Democrats in the Senate have now moved to a "fair shot" agenda, calling for raising the minimum wage, pay equity, paid family leave, and lowering student loan interest rates paid for by taxing millionaires. A Forbes Magazine columnist warns the GOP that they can't ignore the new "populist wave." Sen. Rand Paul argues that Republicans can't simply be the party of "fat cats, rich people and Wall Street." It might be too late for that.
Washington is gridlocked by Republican obstruction, so people are driving reforms from the bottom up. The minimum wage is being hiked from Hawaii to Maryland to Seattle, where it is headed to $15 an hour. Californians voted to tax the rich to invest in schools. Cleveland uses government procurement to support locally based, worker-owned cooperatives. Over a hundred cities have joined the call for a constitutional amendment to overturn Citizens United.

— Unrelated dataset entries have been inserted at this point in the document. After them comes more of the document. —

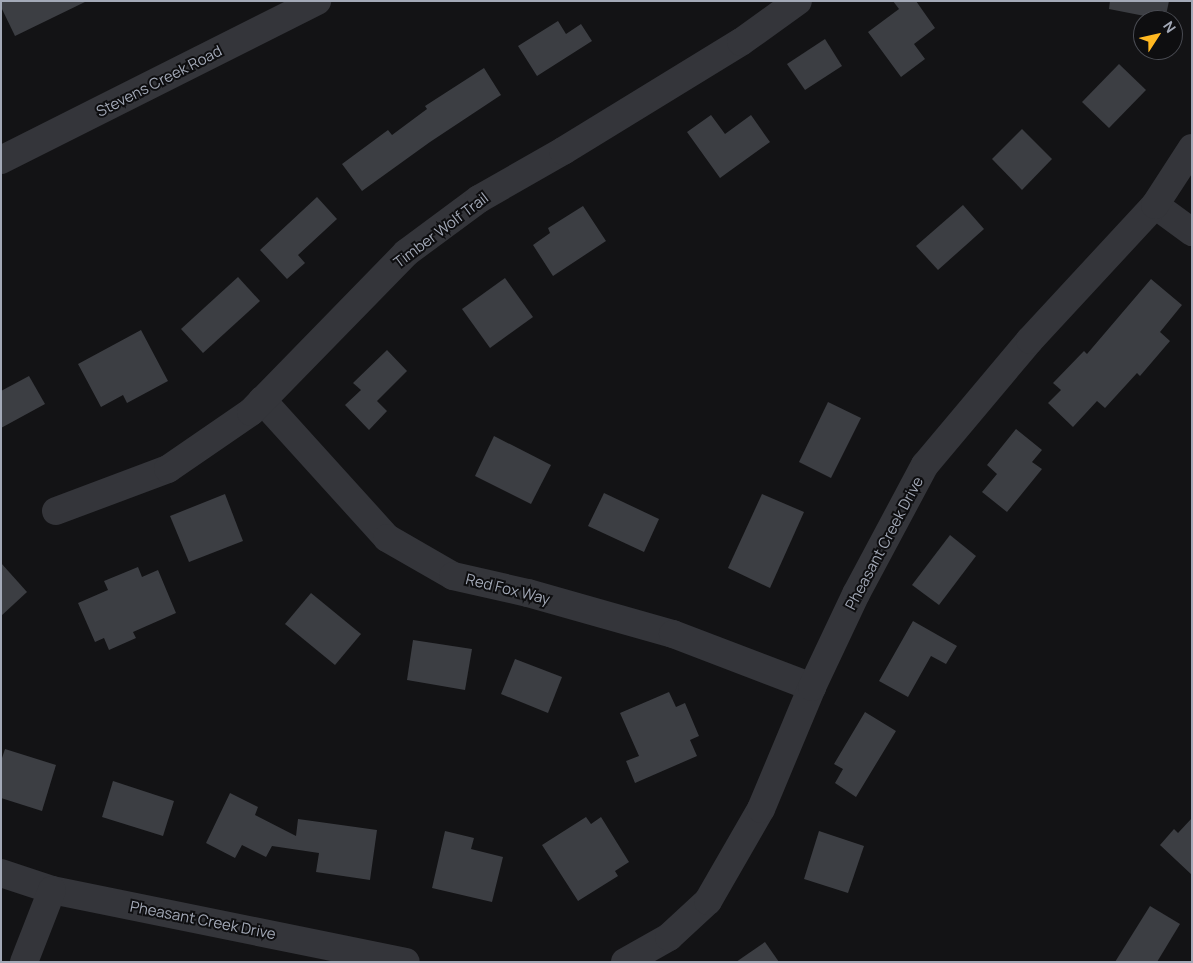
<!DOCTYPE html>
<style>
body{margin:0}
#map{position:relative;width:1193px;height:963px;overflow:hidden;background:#131315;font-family:Manrope,sans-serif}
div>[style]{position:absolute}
.building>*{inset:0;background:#3c3e43}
.minor>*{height:28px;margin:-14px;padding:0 14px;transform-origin:14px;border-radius:14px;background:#34353a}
span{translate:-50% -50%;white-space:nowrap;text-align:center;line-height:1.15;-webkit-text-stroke:4px #0e0e10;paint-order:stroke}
.street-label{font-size:15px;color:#a3a9b7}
.frame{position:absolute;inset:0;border:2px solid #a3a9b7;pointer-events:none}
.north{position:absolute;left:1133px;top:10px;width:50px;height:50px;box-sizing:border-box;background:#0e0e10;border:1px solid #4a4c53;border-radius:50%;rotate:55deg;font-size:14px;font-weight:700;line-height:20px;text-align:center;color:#a3a9b7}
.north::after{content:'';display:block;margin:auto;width:18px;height:22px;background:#ffb821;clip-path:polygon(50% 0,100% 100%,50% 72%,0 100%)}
</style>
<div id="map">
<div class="building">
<div style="clip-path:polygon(1px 1px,87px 1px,15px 36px,1px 7px)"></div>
<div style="clip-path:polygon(893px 1px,916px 1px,935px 28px,914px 44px,925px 59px,901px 77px,868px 32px,899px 9px)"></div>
<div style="clip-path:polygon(1110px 1px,1169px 1px,1165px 20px,1109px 9px)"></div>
<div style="clip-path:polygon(558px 21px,566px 34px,581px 24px,592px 41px,537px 76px,518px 46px)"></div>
<div style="clip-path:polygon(825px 39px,842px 66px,805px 90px,787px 64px)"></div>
<div style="clip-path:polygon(1119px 64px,1146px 90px,1109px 128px,1082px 102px)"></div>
<div style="clip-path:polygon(484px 68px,501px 95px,430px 142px,362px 191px,342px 164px,388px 130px,392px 135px,427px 109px,425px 106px)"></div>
<div style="clip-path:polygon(711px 115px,725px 134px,751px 115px,770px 142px,720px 178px,687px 132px)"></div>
<div style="clip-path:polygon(1022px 129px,1052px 159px,1022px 190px,992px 159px)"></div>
<div style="clip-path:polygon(317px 197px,337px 219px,298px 255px,305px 263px,287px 279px,260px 250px)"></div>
<div style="clip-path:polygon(963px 205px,984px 229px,938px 270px,916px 246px)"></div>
<div style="clip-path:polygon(583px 206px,606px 241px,553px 276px,533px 245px,550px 233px,548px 228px)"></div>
<div style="clip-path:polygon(238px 277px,260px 301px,203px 353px,181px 329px)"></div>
<div style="clip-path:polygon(505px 278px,533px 317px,490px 348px,462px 309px)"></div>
<div style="clip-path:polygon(1151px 279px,1182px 305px,1160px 332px,1170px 341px,1140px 376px,1137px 373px,1105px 408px,1097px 401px,1073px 427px,1048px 403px,1061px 390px,1053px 383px,1084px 351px,1087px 354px)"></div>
<div style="clip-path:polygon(141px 330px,168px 381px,127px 403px,123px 395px,101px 407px,78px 364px)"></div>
<div style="clip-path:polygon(387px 350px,407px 371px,377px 401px,387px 411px,369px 430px,345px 405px,361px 390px,353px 383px)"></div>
<div style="clip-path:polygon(29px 376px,45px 404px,1px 428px,1px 391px)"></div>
<div style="clip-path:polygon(828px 402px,861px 418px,831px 478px,799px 462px)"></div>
<div style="clip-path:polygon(1016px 429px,1042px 450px,1032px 462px,1042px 469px,1007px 512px,982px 492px,997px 474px,987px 465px)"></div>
<div style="clip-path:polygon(494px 436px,551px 465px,531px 504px,475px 476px)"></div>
<div style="clip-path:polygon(604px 493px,659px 519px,644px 552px,588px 526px)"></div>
<div style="clip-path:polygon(225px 494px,243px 541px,189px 562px,170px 516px)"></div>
<div style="clip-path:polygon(762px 494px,804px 512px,770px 588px,728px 568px)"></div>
<div style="clip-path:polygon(950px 535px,976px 556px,939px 605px,912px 585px)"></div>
<div style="clip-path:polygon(1px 563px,27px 592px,1px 616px)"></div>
<div style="clip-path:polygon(138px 567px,142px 577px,158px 570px,176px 613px,133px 632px,136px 638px,109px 650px,104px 638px,95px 642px,78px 603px,108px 590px,104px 581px)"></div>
<div style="clip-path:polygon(311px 593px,361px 634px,335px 665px,285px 624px)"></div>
<div style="clip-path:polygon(913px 621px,957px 646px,946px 664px,931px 656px,908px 697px,879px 681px)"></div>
<div style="clip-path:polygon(413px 640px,472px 649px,465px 690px,407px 680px)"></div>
<div style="clip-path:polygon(515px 659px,562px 677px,548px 713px,501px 694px)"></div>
<div style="clip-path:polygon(669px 692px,676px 707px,685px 703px,699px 736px,690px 740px,697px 756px,635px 783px,626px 761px,639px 756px,620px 713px)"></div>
<div style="clip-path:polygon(865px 712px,896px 731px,856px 797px,835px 783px,843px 769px,834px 764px)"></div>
<div style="clip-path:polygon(5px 749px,56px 765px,42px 811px,1px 798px,1px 761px)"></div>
<div style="clip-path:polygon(113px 781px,174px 801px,163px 836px,102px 817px)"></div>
<div style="clip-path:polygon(230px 793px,258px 807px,255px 815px,296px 836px,298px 819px,377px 830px,370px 880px,316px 872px,319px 853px,272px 846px,266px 857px,242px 845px,235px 858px,206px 843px)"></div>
<div style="clip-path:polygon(586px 817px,591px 824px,601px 817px,629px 862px,615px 871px,618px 876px,578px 901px,542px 845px)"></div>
<div style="clip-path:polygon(1192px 818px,1192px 875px,1160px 845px,1174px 829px,1178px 833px)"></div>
<div style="clip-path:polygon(445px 831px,474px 838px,471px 849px,503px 857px,492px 902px,432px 888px)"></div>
<div style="clip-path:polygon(819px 831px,864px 846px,848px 893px,804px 879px)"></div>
<div style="clip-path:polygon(1150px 906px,1180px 924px,1157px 962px,1115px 962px)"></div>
<div style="clip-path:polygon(765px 942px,779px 962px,736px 962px)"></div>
</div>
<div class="minor">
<div style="left:1px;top:160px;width:354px;rotate:-26.7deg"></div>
<div style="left:1155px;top:205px;width:46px;rotate:36.1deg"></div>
<div style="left:262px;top:400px;width:186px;rotate:47.8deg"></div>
<div style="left:387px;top:538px;width:76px;rotate:29.9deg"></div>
<div style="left:453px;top:576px;width:77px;rotate:12.8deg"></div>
<div style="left:528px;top:593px;width:151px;rotate:15.8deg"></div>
<div style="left:673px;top:634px;width:149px;rotate:20.9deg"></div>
<div style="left:56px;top:511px;width:120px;rotate:-20.6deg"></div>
<div style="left:168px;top:469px;width:101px;rotate:-34.5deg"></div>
<div style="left:251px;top:412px;width:222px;rotate:-45.7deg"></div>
<div style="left:406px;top:253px;width:91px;rotate:-36.5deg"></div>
<div style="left:479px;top:199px;width:97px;rotate:-29.7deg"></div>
<div style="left:563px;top:151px;width:209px;rotate:-31.5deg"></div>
<div style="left:741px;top:42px;width:70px;rotate:-35.7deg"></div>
<div style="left:1px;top:873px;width:54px;rotate:18.4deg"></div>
<div style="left:52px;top:890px;width:361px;rotate:11.5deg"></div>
<div style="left:24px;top:962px;width:77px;rotate:-68.7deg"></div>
<div style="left:625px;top:962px;width:51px;rotate:-29.6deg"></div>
<div style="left:669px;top:937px;width:53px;rotate:-42.7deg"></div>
<div style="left:708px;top:901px;width:106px;rotate:-60.1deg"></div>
<div style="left:761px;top:809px;width:132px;rotate:-67.3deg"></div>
<div style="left:812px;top:687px;width:103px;rotate:-64.7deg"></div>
<div style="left:856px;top:594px;width:146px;rotate:-61.9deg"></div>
<div style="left:925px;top:465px;width:163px;rotate:-50deg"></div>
<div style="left:1030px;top:340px;width:184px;rotate:-47.2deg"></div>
<div style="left:1155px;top:205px;width:68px;rotate:-57deg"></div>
</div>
<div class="street-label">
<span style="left:159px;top:81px;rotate:-27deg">Stevens Creek Road</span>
<span style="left:441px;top:230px;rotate:-37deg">Timber Wolf Trail</span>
<span style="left:884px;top:543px;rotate:-62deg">Pheasant Creek Drive</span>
<span style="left:508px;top:589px;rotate:14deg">Red Fox Way</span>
<span style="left:203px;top:920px;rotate:11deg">Pheasant Creek Drive</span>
</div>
<div class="frame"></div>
<div class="north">N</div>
</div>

Pundits suggest that Republicans have the advantage in the low-turnout 2014 elections, with the Democratic base discouraged by the lousy economy. Elites in both parties warn against a new populism, as if the old politics held any answers for people.
But this isn't about one election or one leader. The pressure for change is only beginning. People are waking up to the fact that the game is rigged. They won't tolerate it for long. It will take muckraking, organizing, teaching, protests and demonstrations, new ideas and new allies. It will face fierce resistance. The wealthy and entrenched interests will spend lavishly to defend their privileges. Our system is designed to clog change, not facilitate it.
But when the people speak, politicians listen. And this new populist movement has only just begun. The stakes are fundamental – whether the democracy can in fact check the power of great wealth and entrenched interests. This is the challenge facing our democracy and for each one of us privileged to be its citizens.